Editor’s Note: Hey, Direct Marketers…Listen to Your Customers!

Posted on by Chief Marketer Staff

DIRECT MARKETING STOLE MY DINING ROOM TABLE. Or about half of it. For the past few months — since May — I’ve had the lazy habit of sorting my mail into magazines, bills to be paid right away … and the rest. And that rest I’ve dumped on the table, intending to sort through it later for anything of interest.

Well, later came this week. And it made me realize that I’m sick and tired of hearing how much more measurable and accountable direct marketing is than “soft” branding campaigns, especially those in the new media channels. DMers often dismiss the relationships that are set up between brands and customers in Twitter or on Facebook and ask knowingly what the ROI value of a follower is.

What’s the value to marketers of these communications, culled from the slag heap of paper unloaded onto my dining table in the last three months?

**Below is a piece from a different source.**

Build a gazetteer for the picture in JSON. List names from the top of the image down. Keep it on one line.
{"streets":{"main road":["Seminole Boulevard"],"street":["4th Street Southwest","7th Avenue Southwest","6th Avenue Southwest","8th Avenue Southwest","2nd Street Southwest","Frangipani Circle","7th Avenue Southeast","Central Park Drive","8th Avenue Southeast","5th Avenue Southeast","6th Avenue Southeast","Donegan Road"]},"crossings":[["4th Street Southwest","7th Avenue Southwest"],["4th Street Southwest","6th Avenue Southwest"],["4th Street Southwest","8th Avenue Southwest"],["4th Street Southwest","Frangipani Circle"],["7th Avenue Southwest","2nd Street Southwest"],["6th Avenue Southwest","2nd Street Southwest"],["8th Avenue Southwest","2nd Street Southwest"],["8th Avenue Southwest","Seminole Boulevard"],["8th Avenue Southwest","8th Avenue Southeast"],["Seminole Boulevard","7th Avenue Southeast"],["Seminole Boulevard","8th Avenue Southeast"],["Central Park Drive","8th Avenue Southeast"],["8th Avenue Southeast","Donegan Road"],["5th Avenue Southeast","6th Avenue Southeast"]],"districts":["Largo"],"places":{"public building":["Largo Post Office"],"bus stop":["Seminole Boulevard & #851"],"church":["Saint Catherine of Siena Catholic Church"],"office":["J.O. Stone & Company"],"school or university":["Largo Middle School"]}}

  • Fourteen catalogs from 12 online home décor merchants, mailed to me after I bought one item a year ago and obviously neglected to uncheck a box that signed me up for other messages. I’ll never buy from these merchants and, frankly, I know who that first seller is and will never buy from them again either.
  • Thirty-six notices of various types and sizes from my bank, advising me of the coming change in debit card rules. I’m supposed to go sign up for their overdraft protection. I don’t want it, and I could have told them that 35 messages ago.
  • Fifty-five offers for new credit cards. Guys, it’s the new frugality. Get real.
  • A pile too numerous to count of magazine subscription reactivations. I’m inclined to give these a collegial pass, except that in almost all cases, I merely switched to subscribe to their digital editions. Don’t the online and print lists ever talk?

I’m sure all these marketers measure response to their mailings and can tell you how much they spend to acquire a customer. But that slides over the calculation that it’s cheaper, and in list terms, more lucrative to keep me, a non-respondent, on their lists rather than strike me off. They can track and find out that I’ve not responded to one of these solicitations. But the economics of push messaging work for marketers because blasting out mailings, paper or digital, is relatively cheap, so misfires don’t hurt.

The measurement is all centered on benefits to the marketer. The customer doesn’t figure into it at all.

So I’ve had enough talk about the accountability that direct marketing brings to the table. On my table, it’s apparently whatever they can cram into the channel without too much cost.